Problem:
In the data below, how many lines contain the word "street"? Answer with the number alone.

Exercise input:
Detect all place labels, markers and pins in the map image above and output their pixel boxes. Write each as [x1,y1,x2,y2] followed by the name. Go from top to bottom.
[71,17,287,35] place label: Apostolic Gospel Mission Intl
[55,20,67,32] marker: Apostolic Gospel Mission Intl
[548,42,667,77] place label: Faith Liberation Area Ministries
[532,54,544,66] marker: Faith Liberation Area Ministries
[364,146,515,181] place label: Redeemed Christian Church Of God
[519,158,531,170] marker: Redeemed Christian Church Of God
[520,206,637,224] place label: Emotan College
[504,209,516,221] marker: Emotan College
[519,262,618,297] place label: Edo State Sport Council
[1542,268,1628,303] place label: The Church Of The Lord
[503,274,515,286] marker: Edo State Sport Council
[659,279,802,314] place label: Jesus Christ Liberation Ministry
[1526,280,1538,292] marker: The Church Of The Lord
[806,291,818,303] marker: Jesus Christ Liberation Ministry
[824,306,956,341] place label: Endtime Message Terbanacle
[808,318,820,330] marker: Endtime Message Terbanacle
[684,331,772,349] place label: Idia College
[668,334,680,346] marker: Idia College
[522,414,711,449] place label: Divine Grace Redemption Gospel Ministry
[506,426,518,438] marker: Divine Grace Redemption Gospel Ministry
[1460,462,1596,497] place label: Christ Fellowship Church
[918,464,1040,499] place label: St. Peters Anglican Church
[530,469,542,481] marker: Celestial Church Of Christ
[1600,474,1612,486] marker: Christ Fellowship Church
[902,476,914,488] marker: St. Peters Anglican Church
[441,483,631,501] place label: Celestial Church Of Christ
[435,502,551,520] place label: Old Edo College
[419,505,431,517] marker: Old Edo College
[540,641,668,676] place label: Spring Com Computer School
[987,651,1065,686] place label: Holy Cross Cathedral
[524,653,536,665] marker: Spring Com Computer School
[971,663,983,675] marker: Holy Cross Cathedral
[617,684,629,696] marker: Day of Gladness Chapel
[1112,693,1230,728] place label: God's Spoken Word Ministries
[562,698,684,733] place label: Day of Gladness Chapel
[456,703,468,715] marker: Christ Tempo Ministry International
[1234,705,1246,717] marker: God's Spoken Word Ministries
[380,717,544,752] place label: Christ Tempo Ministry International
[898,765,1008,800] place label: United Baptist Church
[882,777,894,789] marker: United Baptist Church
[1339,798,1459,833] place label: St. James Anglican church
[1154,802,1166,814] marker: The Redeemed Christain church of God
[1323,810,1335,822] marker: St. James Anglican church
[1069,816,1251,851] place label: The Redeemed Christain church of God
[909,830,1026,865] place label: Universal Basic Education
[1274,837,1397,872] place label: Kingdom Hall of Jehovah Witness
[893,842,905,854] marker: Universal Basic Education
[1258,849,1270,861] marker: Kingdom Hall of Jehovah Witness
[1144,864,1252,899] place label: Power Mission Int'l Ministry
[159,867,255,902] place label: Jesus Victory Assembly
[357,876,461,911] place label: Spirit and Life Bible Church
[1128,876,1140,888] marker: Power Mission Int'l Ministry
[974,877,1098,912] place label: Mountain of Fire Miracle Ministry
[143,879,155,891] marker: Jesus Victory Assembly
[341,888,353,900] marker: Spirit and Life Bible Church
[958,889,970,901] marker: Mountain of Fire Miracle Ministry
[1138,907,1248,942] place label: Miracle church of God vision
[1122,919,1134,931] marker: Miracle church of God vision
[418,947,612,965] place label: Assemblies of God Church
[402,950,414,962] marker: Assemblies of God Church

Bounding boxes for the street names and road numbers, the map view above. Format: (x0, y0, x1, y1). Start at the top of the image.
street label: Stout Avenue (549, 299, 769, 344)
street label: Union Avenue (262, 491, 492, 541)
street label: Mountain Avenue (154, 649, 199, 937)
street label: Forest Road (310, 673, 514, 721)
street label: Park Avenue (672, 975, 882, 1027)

Response area:
6